ZS Selon toi, quelle est la caractéristique principale d’un jeu indépendant ?

PP C’est avant tout un jeu « d’auteur », c’est-à-dire un jeu avec une vision créative très forte mais pas du tout amené à se vendre, plutôt à te faire connaître en tant qu’auteur de jeu vidéo. Mais si tu le restes, tu ne vas jamais en vivre. Je pense que le jeu indépendant aujourd’hui, c’est ça : tu peux être hyper créatif, mais tu as de grandes chances de ne pas trouver ton public à défaut de la reconnaissance médiatique.

C’est désolant de voir qu’en France, beaucoup de jeux trouvent un succès critique mais pas leurs joueurs. Tant que tu restes dans ce milieu, tout le monde s’accorde à dire que c’est beau et créatif, mais personne n’achète. Les créateurs se disent : « je veux faire mon jeu, j’ai une super idée de gameplay, mais je ne vais pas le faire parce qu’il ne va pas se vendre ». Et c’est comme ça que tu fuis chez Asobo [Flight Simulator, Quantum Break…] ou Focus

ZS Des idées pour repenser le milieu indépendant ?

PP J’aimerais qu’on arrive à se dire : ne faudrait-il pas fonctionner comme le cinéma français ? C’est-à-dire un système où on est capable de faire des gros projets qui se vendent très bien, qui rapportent beaucoup d’argent et qui pourraient financer des petits projets dont on est sûrs qu’il ne se vendront pas, mais qui ont quand même besoin d’exister, parce qu’il faut que ces projets existent. 

C’est bien aussi qu’il y ait des jeux créatifs qui ne se vendent pas et d’accepter le fait que des projets ont juste vocation à être créatifs, et d’équilibrer cela avec des jeux qui fonctionnent et qui financent ces jeux à risque.

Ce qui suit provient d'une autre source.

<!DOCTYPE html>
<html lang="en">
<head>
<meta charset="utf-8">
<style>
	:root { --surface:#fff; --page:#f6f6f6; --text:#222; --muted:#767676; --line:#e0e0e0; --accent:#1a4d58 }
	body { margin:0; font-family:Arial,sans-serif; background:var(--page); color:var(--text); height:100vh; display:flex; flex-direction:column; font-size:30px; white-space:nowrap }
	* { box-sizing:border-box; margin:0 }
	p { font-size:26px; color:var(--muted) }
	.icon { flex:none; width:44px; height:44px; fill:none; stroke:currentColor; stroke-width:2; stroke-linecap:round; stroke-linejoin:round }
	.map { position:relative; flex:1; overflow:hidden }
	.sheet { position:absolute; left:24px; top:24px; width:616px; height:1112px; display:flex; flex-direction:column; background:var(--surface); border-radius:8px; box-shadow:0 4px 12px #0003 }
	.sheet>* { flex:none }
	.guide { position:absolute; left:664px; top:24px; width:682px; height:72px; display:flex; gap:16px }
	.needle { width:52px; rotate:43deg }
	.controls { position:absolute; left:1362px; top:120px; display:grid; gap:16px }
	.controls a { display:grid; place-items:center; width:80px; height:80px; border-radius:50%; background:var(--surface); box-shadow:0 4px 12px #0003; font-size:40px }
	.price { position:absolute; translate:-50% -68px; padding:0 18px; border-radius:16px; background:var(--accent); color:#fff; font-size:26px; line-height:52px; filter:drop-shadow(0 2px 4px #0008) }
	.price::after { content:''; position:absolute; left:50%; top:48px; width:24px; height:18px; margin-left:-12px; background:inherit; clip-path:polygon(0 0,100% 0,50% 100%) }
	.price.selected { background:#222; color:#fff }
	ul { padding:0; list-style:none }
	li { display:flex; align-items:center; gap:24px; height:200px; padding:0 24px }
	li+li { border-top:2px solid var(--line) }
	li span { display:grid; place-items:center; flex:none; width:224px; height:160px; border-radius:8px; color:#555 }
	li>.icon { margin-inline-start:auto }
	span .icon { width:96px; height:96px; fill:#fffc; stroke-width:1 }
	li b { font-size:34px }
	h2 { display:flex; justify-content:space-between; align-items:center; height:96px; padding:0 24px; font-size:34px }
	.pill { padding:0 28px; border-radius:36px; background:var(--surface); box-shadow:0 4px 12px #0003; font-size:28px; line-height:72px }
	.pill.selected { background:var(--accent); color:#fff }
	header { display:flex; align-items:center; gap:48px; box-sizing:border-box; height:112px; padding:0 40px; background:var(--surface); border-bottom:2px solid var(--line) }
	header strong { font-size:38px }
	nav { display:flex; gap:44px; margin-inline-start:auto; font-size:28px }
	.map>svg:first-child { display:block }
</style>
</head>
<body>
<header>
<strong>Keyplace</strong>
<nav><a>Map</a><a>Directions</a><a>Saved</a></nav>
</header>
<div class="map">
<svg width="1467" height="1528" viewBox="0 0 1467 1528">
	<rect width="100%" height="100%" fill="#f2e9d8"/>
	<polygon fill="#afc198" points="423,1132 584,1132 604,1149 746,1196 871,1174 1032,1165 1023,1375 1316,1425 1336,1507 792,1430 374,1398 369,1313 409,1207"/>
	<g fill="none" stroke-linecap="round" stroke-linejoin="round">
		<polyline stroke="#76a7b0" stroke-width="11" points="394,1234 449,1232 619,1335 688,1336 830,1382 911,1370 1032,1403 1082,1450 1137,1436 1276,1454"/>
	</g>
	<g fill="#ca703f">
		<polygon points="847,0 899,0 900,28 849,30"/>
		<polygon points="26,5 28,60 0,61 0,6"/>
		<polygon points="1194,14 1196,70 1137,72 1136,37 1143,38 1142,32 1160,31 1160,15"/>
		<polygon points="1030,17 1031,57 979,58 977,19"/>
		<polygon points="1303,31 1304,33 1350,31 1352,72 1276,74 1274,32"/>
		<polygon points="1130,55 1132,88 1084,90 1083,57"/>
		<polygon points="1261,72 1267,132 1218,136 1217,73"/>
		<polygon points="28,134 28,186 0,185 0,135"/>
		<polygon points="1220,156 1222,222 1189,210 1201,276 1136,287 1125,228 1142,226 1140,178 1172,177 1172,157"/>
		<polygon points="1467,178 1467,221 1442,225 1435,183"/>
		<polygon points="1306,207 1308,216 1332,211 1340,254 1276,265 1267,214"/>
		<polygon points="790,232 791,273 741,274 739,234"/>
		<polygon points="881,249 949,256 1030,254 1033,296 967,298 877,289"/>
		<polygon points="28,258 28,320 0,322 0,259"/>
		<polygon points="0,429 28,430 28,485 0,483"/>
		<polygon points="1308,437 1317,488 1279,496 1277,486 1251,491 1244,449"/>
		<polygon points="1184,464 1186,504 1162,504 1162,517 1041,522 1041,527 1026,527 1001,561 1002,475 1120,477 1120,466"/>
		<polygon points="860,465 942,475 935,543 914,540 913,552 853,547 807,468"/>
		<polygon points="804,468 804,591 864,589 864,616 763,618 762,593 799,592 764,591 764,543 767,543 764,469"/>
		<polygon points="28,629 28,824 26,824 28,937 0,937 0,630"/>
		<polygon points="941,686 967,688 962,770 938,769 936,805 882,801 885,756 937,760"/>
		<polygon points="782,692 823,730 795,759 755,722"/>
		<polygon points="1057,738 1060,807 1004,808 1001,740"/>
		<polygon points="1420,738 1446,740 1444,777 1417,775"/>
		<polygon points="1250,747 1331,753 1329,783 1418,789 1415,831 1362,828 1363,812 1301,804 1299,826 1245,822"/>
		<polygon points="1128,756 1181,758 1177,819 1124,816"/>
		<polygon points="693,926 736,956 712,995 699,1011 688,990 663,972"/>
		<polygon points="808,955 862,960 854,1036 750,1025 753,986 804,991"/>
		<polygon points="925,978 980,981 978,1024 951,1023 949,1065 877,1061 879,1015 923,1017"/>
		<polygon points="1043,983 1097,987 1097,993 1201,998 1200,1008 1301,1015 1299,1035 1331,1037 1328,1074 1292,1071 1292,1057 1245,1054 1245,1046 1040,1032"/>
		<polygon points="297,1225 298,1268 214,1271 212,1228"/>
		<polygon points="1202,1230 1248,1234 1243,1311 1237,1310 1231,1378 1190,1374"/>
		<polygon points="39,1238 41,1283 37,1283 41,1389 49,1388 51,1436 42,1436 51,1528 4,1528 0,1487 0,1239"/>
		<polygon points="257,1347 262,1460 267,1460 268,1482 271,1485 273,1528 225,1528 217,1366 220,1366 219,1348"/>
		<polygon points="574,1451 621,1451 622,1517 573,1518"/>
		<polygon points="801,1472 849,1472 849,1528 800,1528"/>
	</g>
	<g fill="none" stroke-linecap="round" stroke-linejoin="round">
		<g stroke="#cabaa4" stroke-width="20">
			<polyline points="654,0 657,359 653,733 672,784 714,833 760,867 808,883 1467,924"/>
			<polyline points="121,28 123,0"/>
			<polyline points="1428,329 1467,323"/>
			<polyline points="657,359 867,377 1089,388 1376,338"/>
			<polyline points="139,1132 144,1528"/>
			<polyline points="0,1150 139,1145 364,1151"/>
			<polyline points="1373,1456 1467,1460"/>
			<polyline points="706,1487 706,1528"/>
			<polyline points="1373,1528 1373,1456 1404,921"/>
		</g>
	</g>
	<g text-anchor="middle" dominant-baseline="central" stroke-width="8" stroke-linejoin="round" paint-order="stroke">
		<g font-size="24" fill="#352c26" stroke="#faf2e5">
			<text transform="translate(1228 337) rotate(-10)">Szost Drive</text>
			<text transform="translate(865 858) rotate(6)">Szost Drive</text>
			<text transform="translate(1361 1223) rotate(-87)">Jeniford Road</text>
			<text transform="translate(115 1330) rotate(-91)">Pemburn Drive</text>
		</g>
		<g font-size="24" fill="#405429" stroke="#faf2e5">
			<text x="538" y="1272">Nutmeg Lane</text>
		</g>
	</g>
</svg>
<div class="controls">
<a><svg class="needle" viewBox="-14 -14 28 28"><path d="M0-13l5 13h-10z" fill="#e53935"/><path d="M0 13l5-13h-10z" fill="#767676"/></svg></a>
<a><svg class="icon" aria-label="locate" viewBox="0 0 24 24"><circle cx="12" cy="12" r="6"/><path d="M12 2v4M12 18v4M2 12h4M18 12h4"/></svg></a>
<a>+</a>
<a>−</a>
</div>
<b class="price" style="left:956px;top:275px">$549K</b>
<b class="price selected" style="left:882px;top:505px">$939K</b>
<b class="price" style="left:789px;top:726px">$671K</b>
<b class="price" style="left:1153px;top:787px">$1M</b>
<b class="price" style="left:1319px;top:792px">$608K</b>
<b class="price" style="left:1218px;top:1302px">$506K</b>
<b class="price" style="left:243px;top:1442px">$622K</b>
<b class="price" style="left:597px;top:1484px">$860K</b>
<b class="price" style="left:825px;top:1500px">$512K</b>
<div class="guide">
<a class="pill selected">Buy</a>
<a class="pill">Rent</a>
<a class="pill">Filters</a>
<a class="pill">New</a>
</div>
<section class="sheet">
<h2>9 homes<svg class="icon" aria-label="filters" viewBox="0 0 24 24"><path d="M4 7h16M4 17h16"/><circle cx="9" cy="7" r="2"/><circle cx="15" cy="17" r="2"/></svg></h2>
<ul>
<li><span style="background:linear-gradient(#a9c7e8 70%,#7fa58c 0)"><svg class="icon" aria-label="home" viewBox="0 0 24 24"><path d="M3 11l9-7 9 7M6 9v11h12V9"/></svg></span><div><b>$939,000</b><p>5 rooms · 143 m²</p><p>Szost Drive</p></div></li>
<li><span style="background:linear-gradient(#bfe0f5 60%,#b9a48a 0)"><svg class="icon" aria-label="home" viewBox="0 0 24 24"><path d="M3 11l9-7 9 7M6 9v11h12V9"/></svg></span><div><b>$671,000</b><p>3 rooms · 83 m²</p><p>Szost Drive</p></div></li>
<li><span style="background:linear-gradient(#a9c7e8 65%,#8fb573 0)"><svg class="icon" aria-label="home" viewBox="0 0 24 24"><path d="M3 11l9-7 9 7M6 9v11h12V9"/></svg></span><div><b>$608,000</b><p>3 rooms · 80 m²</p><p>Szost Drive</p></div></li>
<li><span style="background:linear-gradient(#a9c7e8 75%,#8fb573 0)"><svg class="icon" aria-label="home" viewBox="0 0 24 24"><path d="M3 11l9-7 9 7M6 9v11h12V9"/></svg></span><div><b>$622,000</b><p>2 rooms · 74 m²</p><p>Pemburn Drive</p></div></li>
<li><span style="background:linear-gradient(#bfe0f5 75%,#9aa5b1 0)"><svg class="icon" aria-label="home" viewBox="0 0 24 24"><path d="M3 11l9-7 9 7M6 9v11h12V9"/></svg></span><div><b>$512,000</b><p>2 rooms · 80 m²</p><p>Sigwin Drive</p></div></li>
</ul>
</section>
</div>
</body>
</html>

Le jeu indépendant doit toujours garder cet aspect artistique, car ce sont avant tout des artistes qui créent ces jeux.

ZS Comment vit-on actuellement de la création indépendante ?

PP On en vit pas, ou très difficilement. Beaucoup de studios indépendants que j’ai connu, la plupart ont fermé, le reste fait autre chose… Il faut accepter l’idée que ça ne se vende pas mais que ça fasse parler auprès des journalistes. Une économie à deux échelles, où tu as de très gros jeux moins originaux qui se vendent très bien d’autres, plus originaux, moins aguicheurs mais plus élitistes.

Il faut avant tout expliquer aux étudiants et aux jeunes créateurs indépendants qu’ « on a monté cette industrie sur des succès », dixit Erwan Cario. Et qu’à la fin les gens ne se disent pas « peut-être que mon jeu se vendra », mais plutôt « mon jeu ne se vendra pas mais je le fais parce je dois libérer ma créativité ». C’est un milieu difficile, les success stories existent mais sont extrêmement rares. Vous êtes artiste, et est-ce que les artistes ont vocation à vendre la culture ? 


Peter Pescari sera présent à la Paris Fan Festival, le 15 et 16 avril 2023, à Paris Expo Porte de Versailles, Paris 15e.